• **Collected data entries**
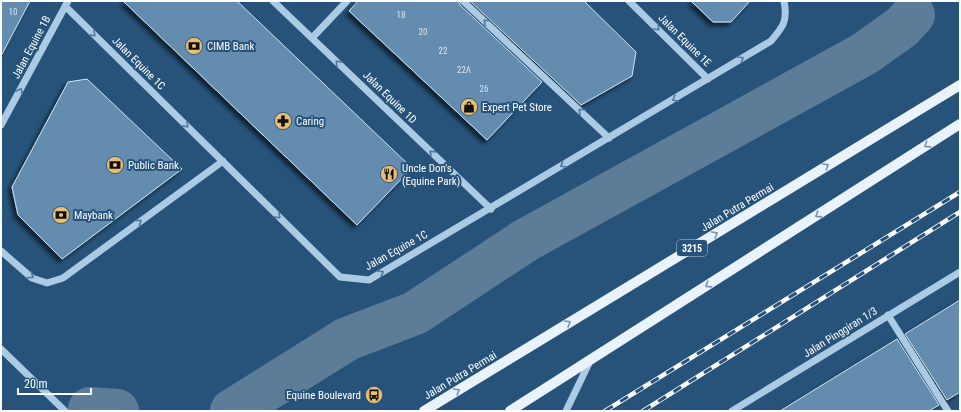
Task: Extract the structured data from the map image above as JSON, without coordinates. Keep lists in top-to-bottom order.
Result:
{
  "streets": {
    "main road": ["Jalan Putra Permai", "3215"],
    "street": [
      "Jalan Equine 1E",
      "Jalan Equine 1B",
      "Jalan Equine 1C",
      "Jalan Equine 1D",
      "Jalan Pinggiran 1/3"
    ]
  },
  "crossings": [
    ["Jalan Equine 1E", "Jalan Equine 1C"],
    ["Jalan Equine 1B", "Jalan Equine 1C"],
    ["Jalan Equine 1C", "Jalan Equine 1D"]
  ],
  "one_way": ["Jalan Equine 1E", "Jalan Equine 1B", "Jalan Equine 1D"],
  "places": {
    "bank": ["CIMB Bank", "Public Bank", "Maybank"],
    "shop": ["Expert Pet Store"],
    "pharmacy": ["Caring"],
    "restaurant": ["Uncle Don's (Equine Park)"],
    "bus stop": ["Equine Boulevard"]
  },
  "house_numbers": [
    "10",
    "18",
    "20",
    "22",
    "22A",
    "26"
  ],
  "scale_bar": "20 m"
}
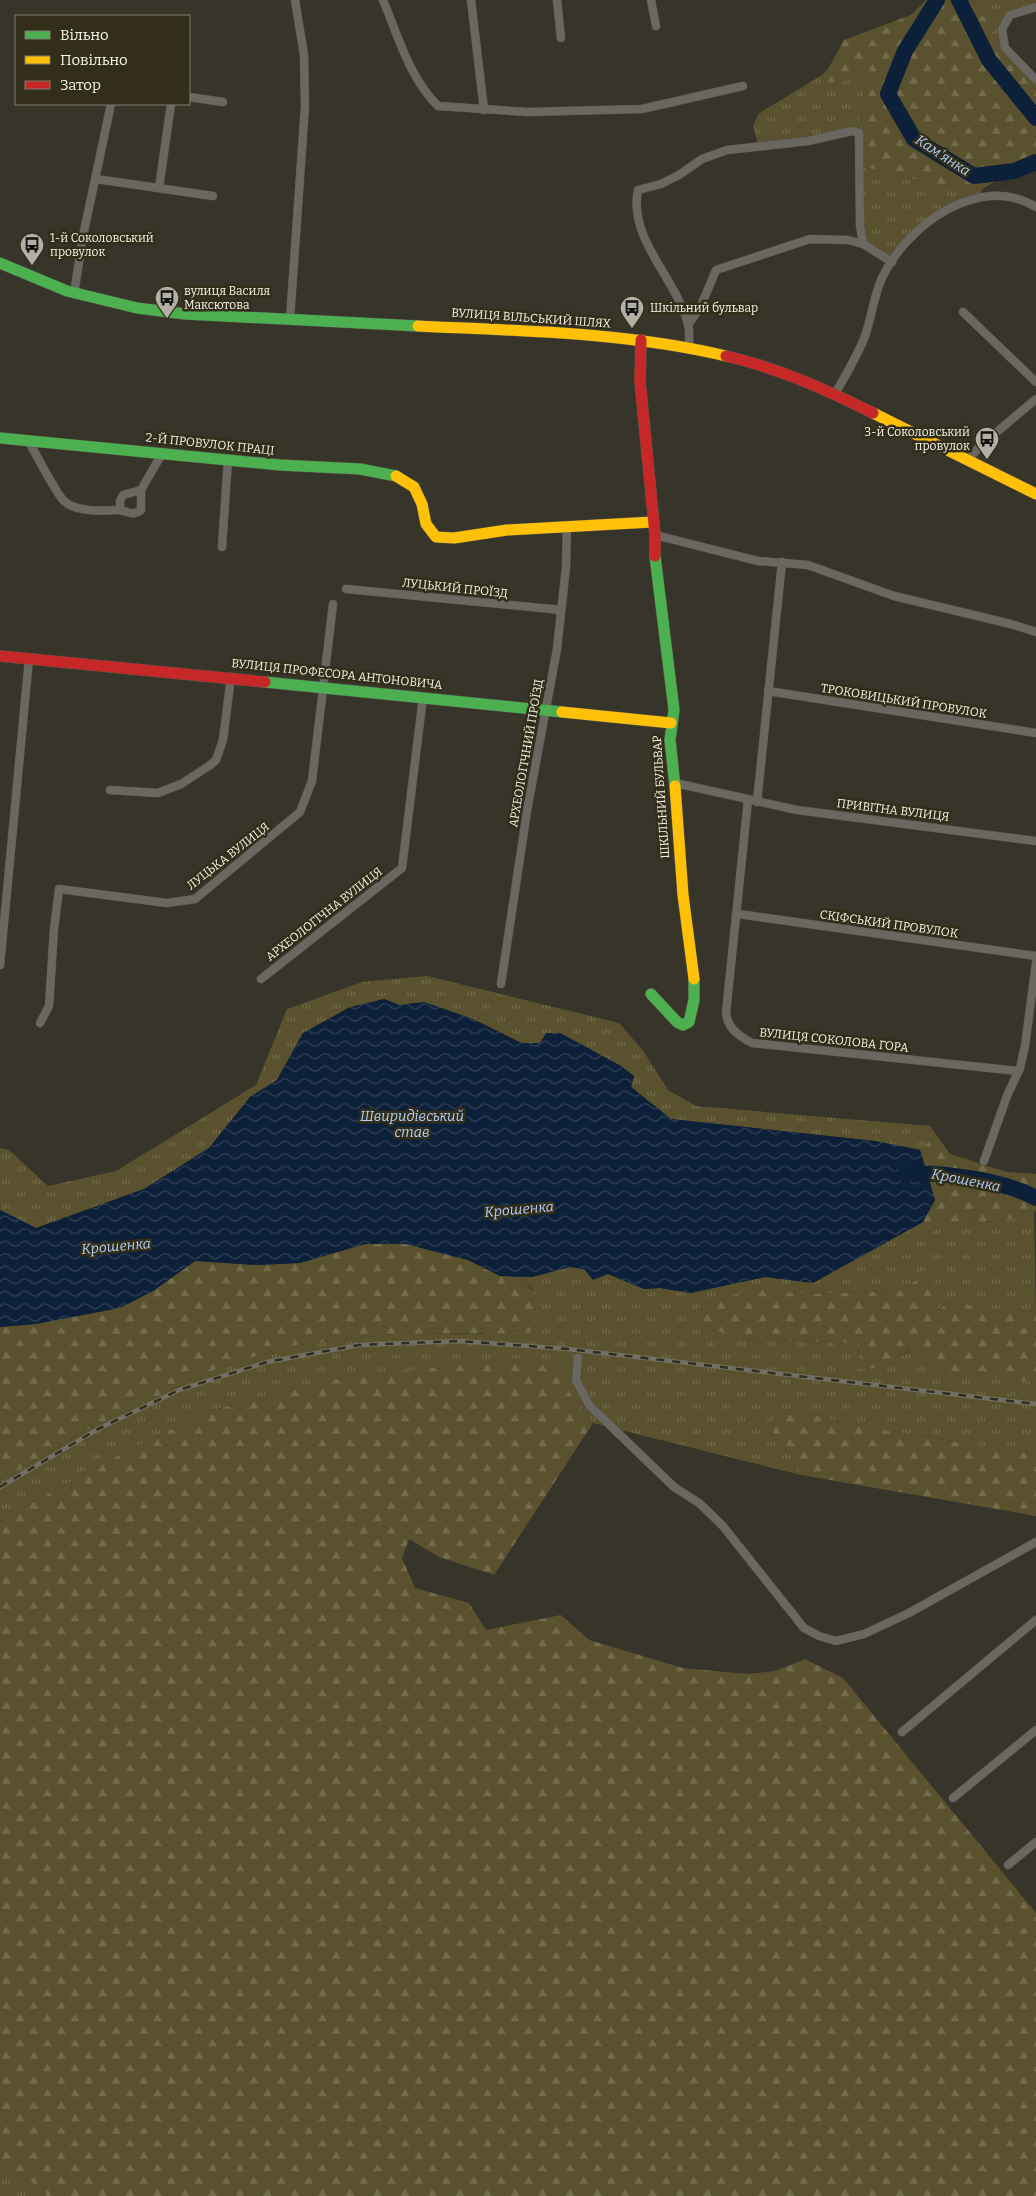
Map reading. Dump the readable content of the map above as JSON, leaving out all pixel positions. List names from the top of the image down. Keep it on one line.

• **Exercise aim**
Could you return all lines from the records that include the word "Keep"?

• **Written answer**
Task: Extract the structured data from the map image above as JSON, without coordinates. Keep lists in top-to-bottom order.
Map reading. Dump the readable content of the map above as JSON, leaving out all pixel positions. List names from the top of the image down. Keep it on one line.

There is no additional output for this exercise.